**TASK GOAL**
Print only the lines from the top of the data through the line with "Please mark the", both included, skipping every picture.

**MATERIAL PROVIDED**
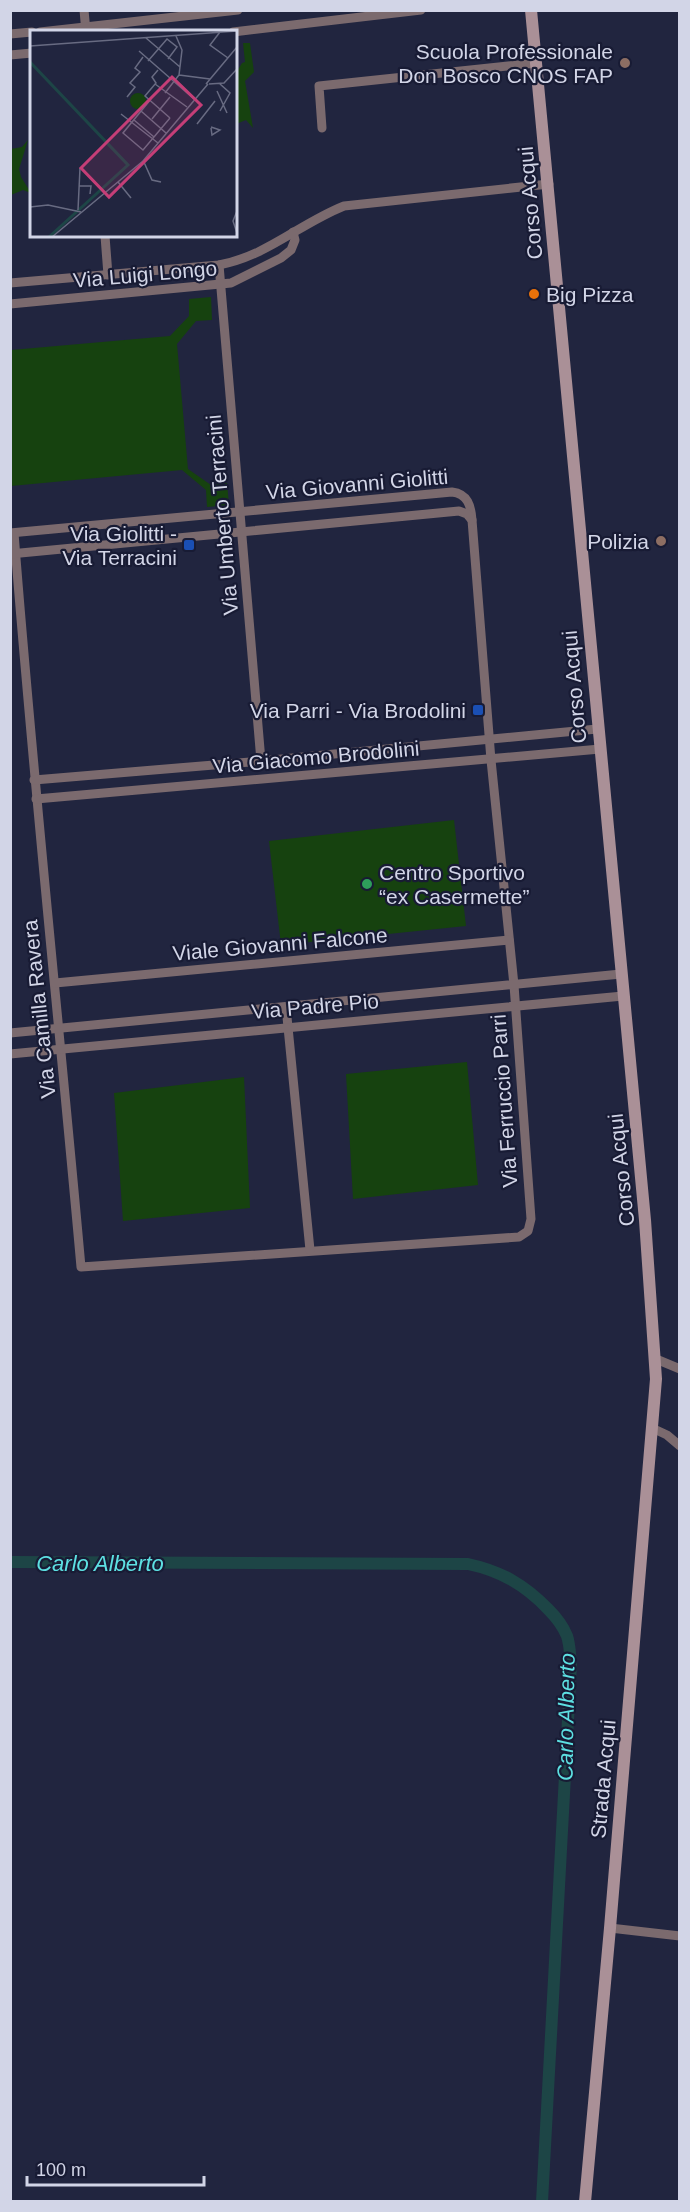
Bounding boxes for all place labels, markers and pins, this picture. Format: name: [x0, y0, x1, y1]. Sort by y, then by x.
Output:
place label: Scuola Professionale Don Bosco CNOS FAP: [398, 40, 613, 87]
marker: Scuola Professionale Don Bosco CNOS FAP: [618, 56, 632, 70]
place label: Big Pizza: [546, 283, 634, 306]
marker: Big Pizza: [527, 287, 541, 301]
place label: Via Giolitti - Via Terracini: [62, 522, 177, 569]
place label: Polizia: [587, 530, 649, 553]
marker: Polizia: [654, 534, 668, 548]
marker: Via Giolitti - Via Terracini: [182, 538, 196, 552]
place label: Via Parri - Via Brodolini: [250, 699, 466, 722]
marker: Via Parri - Via Brodolini: [471, 703, 485, 717]
place label: Centro Sportivo “ex Casermette”: [379, 861, 530, 908]
marker: Centro Sportivo “ex Casermette”: [360, 877, 374, 891]

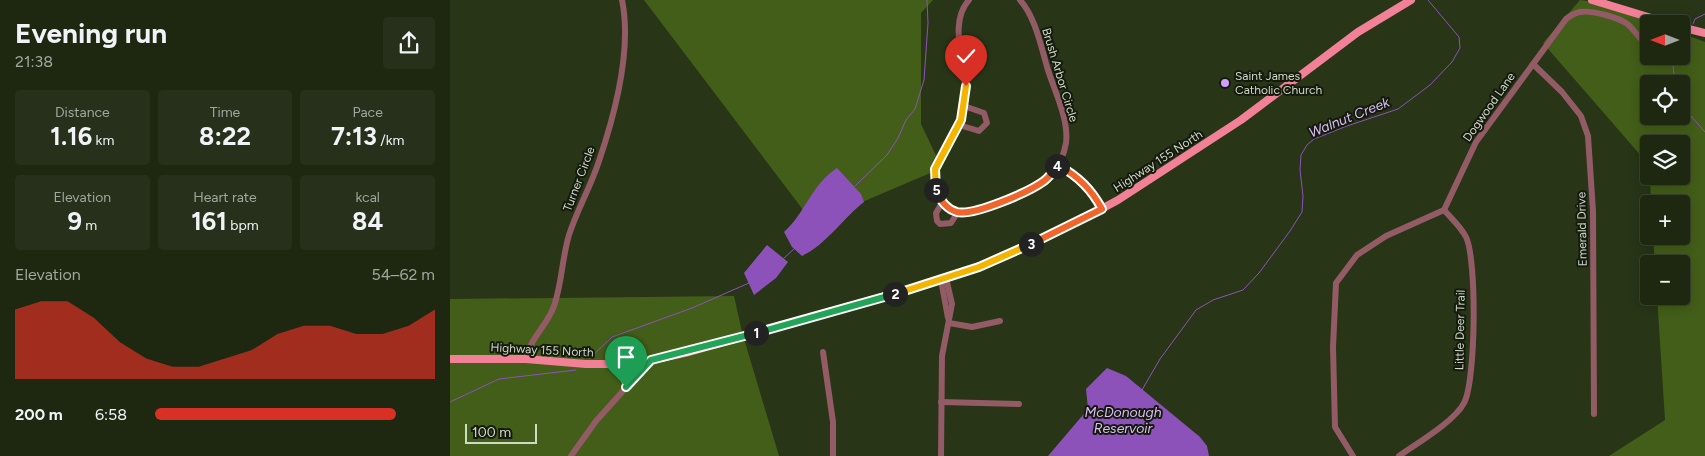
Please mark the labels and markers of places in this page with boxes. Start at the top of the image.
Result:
pin [945,35,987,86]
place label: Saint James Catholic Church [1235,69,1322,97]
marker: Saint James Catholic Church [1219,77,1231,89]
pin: 4 [1044,154,1070,178]
pin: 5 [924,178,948,202]
pin: 3 [1018,232,1044,256]
pin: 2 [882,282,908,306]
pin: 1 [744,320,768,346]
pin [605,336,647,387]

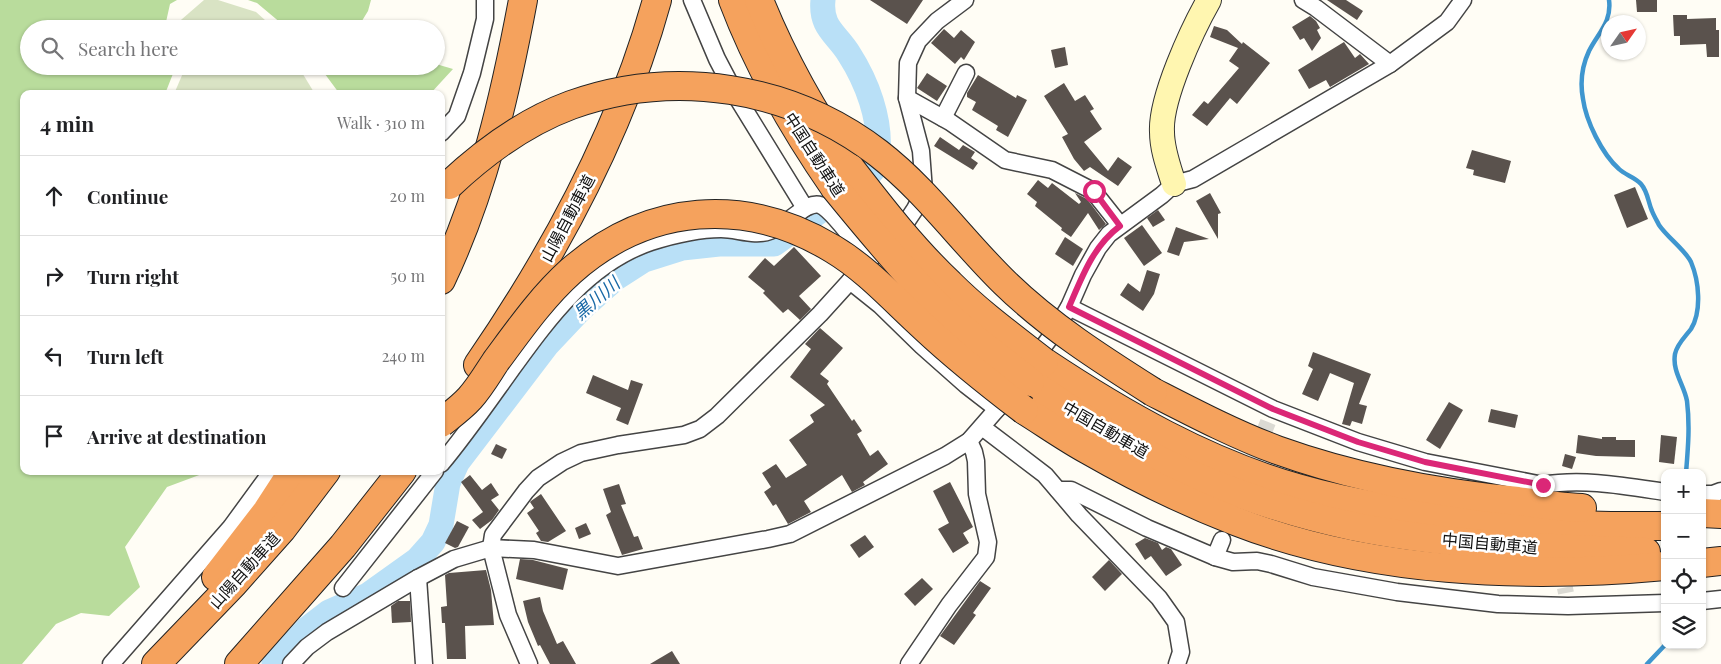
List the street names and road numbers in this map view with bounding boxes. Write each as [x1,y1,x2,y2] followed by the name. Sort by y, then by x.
[780,108,850,200] street label: 中国自動車道
[535,171,599,265] street label: 山陽自動車道
[1059,396,1153,462] street label: 中国自動車道
[204,527,284,613] street label: 山陽自動車道
[1441,528,1539,558] street label: 中国自動車道

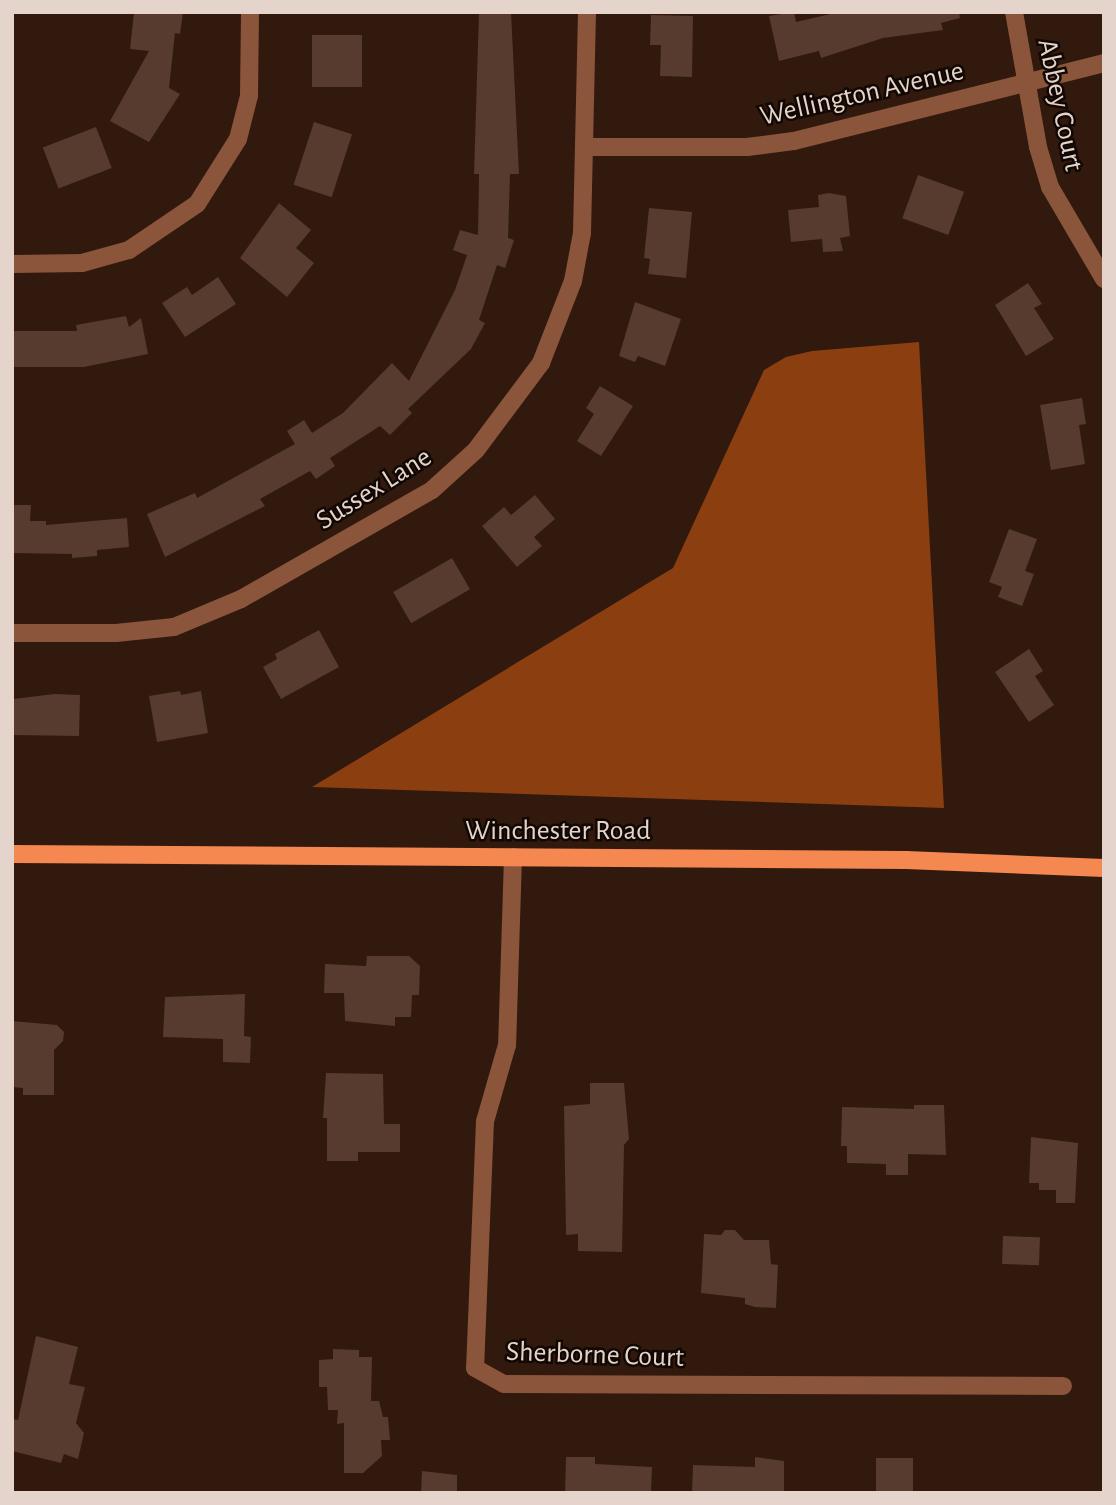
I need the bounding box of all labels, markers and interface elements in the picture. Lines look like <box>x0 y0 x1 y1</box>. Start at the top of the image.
street label: Abbey Court <box>1030 36 1090 174</box>
street label: Wellington Avenue <box>757 54 967 134</box>
street label: Sussex Lane <box>310 440 438 538</box>
street label: Winchester Road <box>465 814 651 848</box>
street label: Sherborne Court <box>505 1335 685 1375</box>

**RESULT OF THIS EXERCISE**
Bounding boxes for all place labels, markers and pins, this picture. Format: name: [x0, y0, x1, y1]. Sort by y, then by x.
Output:
place label: Scuola Professionale Don Bosco CNOS FAP: [398, 40, 613, 87]
marker: Scuola Professionale Don Bosco CNOS FAP: [618, 56, 632, 70]
place label: Big Pizza: [546, 283, 634, 306]
marker: Big Pizza: [527, 287, 541, 301]
place label: Via Giolitti - Via Terracini: [62, 522, 177, 569]
place label: Polizia: [587, 530, 649, 553]
marker: Polizia: [654, 534, 668, 548]
marker: Via Giolitti - Via Terracini: [182, 538, 196, 552]
place label: Via Parri - Via Brodolini: [250, 699, 466, 722]
marker: Via Parri - Via Brodolini: [471, 703, 485, 717]
place label: Centro Sportivo “ex Casermette”: [379, 861, 530, 908]
marker: Centro Sportivo “ex Casermette”: [360, 877, 374, 891]

Please mark the labels and markers of places in this page with boxes. Start at the top of the image.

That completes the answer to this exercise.